Many of the sequence alignment tools in Mesquite are provided by the Align package provides some basic tools involving alignment of sequence data. You may also wish to consider using the Opal and Opalescent packages for Mesquite.

The Align package was written by David R. Maddison, Travis J. Wheeler, and Wayne P. Maddison. The citation for this tool is provided below.

The Align package contains:

Manual Alignment Tools

Moving bases by hand

There are several tools available for moving bases by hand. These tools have a "Live update analyses, etc." option in their popup menus. If this is chosen, then all calculations (e.g., charts, character tracings, etc.) that depend upon these data will be redone as you use these tools. (Recalculations will be done once you let go of the mouse button, in any event.) If some of these calculations take a while, this can dramatically slow down use of these tools.

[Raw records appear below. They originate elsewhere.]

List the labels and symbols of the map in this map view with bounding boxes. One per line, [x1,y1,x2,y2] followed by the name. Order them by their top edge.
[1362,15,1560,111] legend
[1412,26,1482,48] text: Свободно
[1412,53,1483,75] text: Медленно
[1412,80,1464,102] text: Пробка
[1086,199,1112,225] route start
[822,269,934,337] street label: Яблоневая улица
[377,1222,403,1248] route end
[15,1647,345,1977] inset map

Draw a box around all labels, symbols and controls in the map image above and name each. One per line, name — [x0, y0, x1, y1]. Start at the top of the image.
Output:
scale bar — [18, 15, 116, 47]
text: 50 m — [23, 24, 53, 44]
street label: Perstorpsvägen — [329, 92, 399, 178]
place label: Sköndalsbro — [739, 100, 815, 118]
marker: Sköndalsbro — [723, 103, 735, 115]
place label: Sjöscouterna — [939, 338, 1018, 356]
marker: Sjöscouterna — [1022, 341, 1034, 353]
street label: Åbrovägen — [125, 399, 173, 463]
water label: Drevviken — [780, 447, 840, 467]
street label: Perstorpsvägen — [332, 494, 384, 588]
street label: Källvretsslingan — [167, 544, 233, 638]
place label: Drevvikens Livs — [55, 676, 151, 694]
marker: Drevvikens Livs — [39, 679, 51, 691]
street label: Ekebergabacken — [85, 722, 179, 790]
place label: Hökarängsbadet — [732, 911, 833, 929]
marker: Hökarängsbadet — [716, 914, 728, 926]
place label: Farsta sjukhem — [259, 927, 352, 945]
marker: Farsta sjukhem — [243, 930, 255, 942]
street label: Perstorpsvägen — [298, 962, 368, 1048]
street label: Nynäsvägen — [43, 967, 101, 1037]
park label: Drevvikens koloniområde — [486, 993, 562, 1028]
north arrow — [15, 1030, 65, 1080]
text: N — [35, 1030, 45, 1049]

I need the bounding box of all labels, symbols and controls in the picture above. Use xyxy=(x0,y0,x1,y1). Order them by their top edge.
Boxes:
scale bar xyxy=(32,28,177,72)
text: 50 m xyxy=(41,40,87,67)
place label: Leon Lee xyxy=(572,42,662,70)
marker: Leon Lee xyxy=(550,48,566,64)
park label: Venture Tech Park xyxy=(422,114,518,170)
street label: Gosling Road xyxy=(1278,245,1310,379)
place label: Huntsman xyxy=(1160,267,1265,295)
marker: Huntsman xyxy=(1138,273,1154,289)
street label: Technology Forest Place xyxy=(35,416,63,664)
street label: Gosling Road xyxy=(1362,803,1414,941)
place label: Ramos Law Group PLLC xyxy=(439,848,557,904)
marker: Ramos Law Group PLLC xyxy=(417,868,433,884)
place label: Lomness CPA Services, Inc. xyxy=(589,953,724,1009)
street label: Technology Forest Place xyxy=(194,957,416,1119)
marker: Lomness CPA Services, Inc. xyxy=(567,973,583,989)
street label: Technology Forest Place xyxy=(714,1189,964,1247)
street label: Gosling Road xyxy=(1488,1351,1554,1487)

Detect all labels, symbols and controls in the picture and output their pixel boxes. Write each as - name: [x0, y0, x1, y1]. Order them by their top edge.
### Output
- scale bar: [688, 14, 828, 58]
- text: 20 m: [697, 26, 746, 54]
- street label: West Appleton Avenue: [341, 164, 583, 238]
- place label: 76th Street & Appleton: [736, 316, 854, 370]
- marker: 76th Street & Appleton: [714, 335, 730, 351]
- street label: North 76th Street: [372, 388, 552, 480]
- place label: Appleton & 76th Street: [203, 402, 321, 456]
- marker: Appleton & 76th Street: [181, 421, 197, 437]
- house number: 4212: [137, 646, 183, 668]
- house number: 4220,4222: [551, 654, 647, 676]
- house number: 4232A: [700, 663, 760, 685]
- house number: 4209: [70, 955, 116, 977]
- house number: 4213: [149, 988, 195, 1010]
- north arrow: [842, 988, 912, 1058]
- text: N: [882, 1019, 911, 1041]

There are some visualization features in Mesquite that can aid in manual alignment.

BlockMover.gifMove Blocks Tool

This tool will move a contiguous block of a single sequence. If you move the tool between two bases it will let you split a block in two, inserting gaps.
If you wish, you can move more than a single, contiguous block by turning on "Move Selected Block" within the tool's popup menu, then using the tool to move selected bases and gaps.

multiBlockSpitter.gifMultiple Block Splitter

This tool allows one to draw a line between two sites, through one or more sequences, as shown in the following image:
multiSplitBefore.gif

Then, if the tool use used upon the line, those sequences can be dragged, opening up gaps along the line:
multisplitAfter.gif

If you hold the Option key down, then all sequences other than those delimited will be moved. There are additional options in the popup menu of the tool's button that allow you to request that entire sequences are moved, or all sequences on one side. You can also request that the matrix be expanded on either end as necessary as you move sequences around; by default this option is off.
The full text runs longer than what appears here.